Top of Data listing

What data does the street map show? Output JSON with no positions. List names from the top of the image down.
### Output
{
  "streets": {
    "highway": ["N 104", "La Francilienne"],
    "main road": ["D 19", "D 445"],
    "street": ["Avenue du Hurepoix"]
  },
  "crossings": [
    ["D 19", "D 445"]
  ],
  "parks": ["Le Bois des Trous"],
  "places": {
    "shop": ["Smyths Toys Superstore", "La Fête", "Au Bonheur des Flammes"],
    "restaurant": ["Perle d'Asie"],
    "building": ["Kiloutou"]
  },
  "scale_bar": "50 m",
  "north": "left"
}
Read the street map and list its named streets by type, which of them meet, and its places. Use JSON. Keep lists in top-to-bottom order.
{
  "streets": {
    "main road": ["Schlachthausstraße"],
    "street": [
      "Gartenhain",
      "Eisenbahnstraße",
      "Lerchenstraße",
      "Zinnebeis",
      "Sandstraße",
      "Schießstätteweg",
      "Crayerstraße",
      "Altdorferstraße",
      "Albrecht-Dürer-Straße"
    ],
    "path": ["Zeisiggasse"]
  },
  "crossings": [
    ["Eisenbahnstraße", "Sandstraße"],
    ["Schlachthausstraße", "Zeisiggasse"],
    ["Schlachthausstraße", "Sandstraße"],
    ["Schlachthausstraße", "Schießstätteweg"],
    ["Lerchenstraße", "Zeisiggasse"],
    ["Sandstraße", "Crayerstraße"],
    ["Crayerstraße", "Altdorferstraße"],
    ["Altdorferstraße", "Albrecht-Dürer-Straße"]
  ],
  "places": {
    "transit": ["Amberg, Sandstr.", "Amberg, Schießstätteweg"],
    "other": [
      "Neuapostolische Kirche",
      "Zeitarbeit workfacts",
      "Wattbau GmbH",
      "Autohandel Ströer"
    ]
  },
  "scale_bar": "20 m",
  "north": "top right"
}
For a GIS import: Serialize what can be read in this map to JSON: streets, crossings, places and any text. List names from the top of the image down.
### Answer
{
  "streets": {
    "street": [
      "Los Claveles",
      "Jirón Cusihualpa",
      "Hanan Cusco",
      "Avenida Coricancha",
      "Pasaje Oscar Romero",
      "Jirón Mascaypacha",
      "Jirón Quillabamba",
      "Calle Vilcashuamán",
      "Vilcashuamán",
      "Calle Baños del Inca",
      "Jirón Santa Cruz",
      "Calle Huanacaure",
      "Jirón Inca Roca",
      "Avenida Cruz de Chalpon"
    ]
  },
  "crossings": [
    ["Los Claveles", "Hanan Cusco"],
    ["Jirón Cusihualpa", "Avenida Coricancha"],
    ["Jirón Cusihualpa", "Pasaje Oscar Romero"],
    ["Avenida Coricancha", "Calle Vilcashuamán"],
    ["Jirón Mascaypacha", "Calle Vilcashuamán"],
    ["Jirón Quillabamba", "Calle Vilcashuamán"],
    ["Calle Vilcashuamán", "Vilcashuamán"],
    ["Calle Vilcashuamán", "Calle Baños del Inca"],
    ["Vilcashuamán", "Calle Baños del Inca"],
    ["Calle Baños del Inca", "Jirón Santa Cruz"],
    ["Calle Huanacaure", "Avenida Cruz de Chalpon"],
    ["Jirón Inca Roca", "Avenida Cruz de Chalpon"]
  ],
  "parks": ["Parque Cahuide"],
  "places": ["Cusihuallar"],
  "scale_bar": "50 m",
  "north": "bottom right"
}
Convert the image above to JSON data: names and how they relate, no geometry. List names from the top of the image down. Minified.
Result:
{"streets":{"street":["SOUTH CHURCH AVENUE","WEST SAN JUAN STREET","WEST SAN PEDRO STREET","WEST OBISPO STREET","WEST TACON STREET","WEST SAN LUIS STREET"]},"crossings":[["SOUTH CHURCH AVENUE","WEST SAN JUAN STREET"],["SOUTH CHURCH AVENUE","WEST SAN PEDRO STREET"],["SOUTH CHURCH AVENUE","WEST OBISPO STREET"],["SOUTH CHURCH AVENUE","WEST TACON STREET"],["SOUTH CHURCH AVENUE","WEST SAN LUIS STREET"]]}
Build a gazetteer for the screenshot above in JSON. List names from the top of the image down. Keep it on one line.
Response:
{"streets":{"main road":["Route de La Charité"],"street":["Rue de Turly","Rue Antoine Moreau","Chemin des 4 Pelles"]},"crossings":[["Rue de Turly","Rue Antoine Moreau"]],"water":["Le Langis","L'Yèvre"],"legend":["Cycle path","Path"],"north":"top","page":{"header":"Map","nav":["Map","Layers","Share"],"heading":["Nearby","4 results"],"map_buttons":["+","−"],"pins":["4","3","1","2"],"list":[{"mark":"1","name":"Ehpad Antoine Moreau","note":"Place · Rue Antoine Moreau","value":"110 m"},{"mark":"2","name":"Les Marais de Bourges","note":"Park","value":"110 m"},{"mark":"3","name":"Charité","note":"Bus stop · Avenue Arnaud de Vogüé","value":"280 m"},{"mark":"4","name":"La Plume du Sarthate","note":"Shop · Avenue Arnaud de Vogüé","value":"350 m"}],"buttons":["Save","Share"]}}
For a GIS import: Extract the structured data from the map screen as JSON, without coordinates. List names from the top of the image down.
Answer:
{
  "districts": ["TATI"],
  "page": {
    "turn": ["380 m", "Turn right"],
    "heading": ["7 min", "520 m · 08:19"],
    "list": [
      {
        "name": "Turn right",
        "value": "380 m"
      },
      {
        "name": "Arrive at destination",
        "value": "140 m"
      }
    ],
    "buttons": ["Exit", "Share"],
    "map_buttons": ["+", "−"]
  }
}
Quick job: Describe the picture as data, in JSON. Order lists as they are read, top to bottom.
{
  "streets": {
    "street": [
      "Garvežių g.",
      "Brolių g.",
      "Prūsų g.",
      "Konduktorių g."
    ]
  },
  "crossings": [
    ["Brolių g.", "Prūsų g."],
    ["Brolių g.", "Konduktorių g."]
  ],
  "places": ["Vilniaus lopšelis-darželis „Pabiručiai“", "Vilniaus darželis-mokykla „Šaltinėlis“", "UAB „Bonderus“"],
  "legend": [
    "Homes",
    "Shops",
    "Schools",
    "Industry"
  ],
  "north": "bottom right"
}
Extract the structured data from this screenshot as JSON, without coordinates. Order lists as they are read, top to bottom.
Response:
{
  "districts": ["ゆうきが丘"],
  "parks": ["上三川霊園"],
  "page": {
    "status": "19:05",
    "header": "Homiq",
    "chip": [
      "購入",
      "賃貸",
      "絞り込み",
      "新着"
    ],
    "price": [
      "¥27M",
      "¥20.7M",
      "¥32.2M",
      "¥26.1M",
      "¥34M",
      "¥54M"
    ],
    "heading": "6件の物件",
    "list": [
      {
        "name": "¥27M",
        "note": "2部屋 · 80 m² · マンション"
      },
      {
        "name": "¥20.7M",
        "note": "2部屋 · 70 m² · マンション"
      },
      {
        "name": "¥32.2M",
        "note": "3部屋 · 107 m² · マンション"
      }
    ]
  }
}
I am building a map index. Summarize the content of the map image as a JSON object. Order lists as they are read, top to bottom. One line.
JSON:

Bottom of Data listing

For each line above that carries the word "import", copy it out.

### Finished exercise
For a GIS import: Serialize what can be read in this map to JSON: streets, crossings, places and any text. List names from the top of the image down.
For a GIS import: Extract the structured data from the map screen as JSON, without coordinates. List names from the top of the image down.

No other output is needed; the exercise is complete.